As the answer, give a copy of each line below that includes the word "function".

(Data records)

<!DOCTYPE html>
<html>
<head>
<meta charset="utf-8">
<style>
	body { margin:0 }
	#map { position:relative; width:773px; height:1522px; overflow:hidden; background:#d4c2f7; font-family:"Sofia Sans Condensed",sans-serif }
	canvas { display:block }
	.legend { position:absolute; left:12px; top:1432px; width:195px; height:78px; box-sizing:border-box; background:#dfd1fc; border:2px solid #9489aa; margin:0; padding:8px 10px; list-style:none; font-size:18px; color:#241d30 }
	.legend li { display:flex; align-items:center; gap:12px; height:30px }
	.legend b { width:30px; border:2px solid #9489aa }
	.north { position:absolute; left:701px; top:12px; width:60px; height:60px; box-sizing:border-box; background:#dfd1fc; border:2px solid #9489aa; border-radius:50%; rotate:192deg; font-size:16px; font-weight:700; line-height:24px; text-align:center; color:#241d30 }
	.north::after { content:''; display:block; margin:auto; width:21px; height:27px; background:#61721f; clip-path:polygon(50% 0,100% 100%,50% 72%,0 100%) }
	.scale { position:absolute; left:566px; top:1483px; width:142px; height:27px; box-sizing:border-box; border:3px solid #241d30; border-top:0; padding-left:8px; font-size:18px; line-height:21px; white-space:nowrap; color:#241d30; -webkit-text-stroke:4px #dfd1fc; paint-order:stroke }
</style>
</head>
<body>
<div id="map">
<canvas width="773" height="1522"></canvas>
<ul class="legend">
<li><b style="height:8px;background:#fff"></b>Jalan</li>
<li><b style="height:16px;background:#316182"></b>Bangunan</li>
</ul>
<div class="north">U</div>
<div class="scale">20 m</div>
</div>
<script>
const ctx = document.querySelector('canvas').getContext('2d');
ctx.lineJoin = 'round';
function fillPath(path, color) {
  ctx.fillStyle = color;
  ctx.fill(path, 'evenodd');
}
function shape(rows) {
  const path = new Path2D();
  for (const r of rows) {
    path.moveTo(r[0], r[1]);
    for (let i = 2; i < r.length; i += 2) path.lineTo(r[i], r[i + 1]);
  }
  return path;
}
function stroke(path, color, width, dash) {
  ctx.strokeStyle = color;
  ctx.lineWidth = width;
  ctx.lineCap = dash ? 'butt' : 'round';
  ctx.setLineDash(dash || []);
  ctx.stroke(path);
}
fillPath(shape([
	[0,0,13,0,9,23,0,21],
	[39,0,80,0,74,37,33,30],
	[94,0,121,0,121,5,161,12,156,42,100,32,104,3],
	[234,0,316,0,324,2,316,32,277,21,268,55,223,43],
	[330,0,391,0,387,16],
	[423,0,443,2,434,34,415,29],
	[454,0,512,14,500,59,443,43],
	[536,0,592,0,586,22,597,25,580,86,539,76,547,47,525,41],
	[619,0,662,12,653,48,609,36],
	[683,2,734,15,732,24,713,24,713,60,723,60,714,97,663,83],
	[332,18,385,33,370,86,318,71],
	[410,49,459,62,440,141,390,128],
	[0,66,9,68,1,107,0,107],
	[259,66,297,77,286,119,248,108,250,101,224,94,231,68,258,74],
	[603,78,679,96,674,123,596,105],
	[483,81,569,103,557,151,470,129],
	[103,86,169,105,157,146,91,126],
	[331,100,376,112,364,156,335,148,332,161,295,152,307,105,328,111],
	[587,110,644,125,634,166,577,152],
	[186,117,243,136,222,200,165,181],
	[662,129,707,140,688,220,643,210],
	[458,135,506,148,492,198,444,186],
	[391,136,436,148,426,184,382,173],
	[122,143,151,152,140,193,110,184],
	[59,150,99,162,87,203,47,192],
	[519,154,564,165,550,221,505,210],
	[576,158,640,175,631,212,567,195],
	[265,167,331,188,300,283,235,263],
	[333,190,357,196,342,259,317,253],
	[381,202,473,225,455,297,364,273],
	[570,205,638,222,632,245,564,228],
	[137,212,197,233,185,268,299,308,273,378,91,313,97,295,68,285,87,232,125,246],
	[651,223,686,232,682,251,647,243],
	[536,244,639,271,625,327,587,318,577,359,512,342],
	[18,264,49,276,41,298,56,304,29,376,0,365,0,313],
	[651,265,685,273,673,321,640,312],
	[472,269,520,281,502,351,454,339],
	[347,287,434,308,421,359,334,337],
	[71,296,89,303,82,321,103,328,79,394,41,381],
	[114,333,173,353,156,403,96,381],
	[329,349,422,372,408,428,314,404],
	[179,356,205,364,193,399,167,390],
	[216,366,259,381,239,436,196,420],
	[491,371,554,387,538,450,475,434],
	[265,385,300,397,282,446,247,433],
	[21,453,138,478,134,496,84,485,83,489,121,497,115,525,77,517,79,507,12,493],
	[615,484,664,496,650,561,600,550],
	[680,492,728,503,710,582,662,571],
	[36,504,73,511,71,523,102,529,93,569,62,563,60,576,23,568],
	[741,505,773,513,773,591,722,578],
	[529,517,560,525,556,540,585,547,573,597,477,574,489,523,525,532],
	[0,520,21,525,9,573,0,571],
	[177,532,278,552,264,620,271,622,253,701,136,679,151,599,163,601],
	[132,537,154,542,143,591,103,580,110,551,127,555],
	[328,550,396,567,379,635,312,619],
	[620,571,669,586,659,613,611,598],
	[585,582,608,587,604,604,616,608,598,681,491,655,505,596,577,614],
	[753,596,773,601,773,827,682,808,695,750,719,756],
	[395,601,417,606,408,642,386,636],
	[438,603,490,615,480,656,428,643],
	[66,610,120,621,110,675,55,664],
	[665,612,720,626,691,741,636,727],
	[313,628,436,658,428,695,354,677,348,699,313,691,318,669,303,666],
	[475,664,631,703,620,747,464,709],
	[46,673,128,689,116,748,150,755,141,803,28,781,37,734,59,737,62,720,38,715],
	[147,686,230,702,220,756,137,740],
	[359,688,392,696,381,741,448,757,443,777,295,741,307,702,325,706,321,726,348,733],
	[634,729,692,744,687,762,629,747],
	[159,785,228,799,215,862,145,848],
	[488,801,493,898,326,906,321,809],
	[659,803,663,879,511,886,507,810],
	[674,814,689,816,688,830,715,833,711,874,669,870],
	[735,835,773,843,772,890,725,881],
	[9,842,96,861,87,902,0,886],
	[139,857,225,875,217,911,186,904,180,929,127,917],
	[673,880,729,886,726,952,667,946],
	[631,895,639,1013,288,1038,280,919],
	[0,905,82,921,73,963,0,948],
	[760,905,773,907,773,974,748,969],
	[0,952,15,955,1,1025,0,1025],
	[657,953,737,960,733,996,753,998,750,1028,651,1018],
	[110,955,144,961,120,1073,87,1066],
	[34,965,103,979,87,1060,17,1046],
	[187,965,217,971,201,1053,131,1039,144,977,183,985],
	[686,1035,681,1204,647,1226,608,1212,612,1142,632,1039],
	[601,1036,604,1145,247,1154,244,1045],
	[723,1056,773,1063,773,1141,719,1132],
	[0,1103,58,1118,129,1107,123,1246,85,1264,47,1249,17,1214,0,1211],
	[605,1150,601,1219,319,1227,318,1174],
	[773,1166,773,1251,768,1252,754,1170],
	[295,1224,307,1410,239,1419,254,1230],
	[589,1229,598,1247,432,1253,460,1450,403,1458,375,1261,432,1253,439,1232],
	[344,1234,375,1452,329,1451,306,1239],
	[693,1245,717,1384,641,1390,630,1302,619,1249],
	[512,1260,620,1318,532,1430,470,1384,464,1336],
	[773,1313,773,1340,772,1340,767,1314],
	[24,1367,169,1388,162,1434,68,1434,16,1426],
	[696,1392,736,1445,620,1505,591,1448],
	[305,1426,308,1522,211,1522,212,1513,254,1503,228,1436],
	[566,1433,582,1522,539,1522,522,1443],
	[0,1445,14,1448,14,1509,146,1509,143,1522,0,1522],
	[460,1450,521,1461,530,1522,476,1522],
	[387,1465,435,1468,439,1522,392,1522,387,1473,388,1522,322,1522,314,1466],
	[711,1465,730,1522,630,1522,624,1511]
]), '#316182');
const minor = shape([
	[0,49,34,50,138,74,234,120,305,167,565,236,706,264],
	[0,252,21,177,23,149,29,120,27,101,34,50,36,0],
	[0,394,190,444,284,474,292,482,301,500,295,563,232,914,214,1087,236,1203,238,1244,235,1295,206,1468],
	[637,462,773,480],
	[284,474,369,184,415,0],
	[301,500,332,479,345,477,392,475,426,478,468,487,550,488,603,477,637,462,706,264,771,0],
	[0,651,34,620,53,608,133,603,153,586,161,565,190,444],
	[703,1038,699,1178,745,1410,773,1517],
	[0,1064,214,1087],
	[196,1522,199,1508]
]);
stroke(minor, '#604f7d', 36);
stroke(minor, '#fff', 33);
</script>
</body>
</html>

(End Data records)

### Completed exercise
function fillPath(path, color) {
function shape(rows) {
function stroke(path, color, width, dash) {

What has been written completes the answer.